Spaghetti squash nutrition is steadily gaining popularity in health circles because of the large amount of nutrients it provides in a single serving. Unlike other winter squashes, it is less sweet in taste and lower in carbohydrates. With only 42 calories a cup, it is beneficial for dieters and can help diabetics manage blood sugar levels. Whether you want to shed extra weight or eating to control a chronic condition, spaghetti squash nutrition can put you on a fast track to better health.
What is Spaghetti Squash?
Spaghetti squash is a type of winter squash. What makes it unique is that its flesh forms strands that resemble pasta. Its yellow flesh only contains 4 grams of sugar to add a little sweetness to its taste. It can be served warm or chilled, and can be used as an ingredient or eaten as a savory side dish. The spaghetti squash is recommended by health professionals because of its nutritional benefits.
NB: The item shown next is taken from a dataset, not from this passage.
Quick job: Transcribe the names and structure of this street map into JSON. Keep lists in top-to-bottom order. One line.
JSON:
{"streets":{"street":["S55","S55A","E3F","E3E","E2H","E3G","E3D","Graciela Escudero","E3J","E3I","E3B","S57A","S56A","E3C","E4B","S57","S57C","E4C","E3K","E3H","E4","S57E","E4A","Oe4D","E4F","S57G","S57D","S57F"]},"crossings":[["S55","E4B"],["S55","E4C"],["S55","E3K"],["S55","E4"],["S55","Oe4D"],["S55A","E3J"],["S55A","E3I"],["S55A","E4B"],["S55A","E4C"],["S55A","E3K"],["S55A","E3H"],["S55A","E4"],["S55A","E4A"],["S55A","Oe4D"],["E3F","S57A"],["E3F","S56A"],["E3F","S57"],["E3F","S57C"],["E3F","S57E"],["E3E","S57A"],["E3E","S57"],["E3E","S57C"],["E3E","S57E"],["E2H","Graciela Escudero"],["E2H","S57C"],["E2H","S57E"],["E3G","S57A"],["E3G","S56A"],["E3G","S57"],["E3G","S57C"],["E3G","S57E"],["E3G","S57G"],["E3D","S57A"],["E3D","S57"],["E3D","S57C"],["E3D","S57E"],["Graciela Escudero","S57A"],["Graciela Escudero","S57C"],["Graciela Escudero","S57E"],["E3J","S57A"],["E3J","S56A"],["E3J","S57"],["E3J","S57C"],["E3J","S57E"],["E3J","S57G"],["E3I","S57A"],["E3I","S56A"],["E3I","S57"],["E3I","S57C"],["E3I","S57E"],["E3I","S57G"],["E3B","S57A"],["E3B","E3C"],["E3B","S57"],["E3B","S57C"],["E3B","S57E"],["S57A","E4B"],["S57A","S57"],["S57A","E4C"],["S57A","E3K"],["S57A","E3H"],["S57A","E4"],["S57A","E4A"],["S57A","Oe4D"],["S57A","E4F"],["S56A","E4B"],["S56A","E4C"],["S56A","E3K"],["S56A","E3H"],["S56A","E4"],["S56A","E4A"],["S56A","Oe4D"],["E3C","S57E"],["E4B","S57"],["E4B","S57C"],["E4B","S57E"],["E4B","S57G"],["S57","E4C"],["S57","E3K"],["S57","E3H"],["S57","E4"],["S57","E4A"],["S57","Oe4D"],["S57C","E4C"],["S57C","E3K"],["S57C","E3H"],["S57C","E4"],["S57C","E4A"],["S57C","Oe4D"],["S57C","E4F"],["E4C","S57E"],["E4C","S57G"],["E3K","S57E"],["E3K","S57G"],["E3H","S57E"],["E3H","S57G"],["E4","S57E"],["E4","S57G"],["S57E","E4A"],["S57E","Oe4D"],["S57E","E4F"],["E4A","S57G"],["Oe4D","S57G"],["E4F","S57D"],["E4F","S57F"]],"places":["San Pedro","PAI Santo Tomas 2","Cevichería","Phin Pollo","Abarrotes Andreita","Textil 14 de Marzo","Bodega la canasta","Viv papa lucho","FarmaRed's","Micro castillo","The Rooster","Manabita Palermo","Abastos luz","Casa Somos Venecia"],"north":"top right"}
Spaghetti Squash Nutrition Breakdown
The spaghetti squash has an impressive nutritional profile. It contains every essential vitamin and mineral in varying amounts. The most prevalent vitamins are vitamin B and C. Vitamin B plays an important role in metabolism and in the production of blood cells. Vitamin C, on the other hand, assists the immune system in defending your body against diseases, and synthesizes proteins.
Spaghetti squash nutrition also offers an array of minerals. It provides potassium, magnesium, calcium, phosphorus and sodium. Potassium is the mineral that has the highest concentration. This mineral is needed daily to make sure that muscles function properly and that your body processes carbohydrates. It also regulates blood pressure and replaces the electrolytes lost during sweating.
Spaghetti Squash Nutrition and Weight Loss
With only 10 grams of carbohydrates, spaghetti squash is one of the best low-carb foods you can add to your plate. While some of these carbohydrates are from natural sugar, the rest comes from its fiber content. Fiber is considered to be a natural appetite suppressant because it helps you feel full for much longer. The squash also contains very few calories, which means you can eat as much as you can without exceeding your limit.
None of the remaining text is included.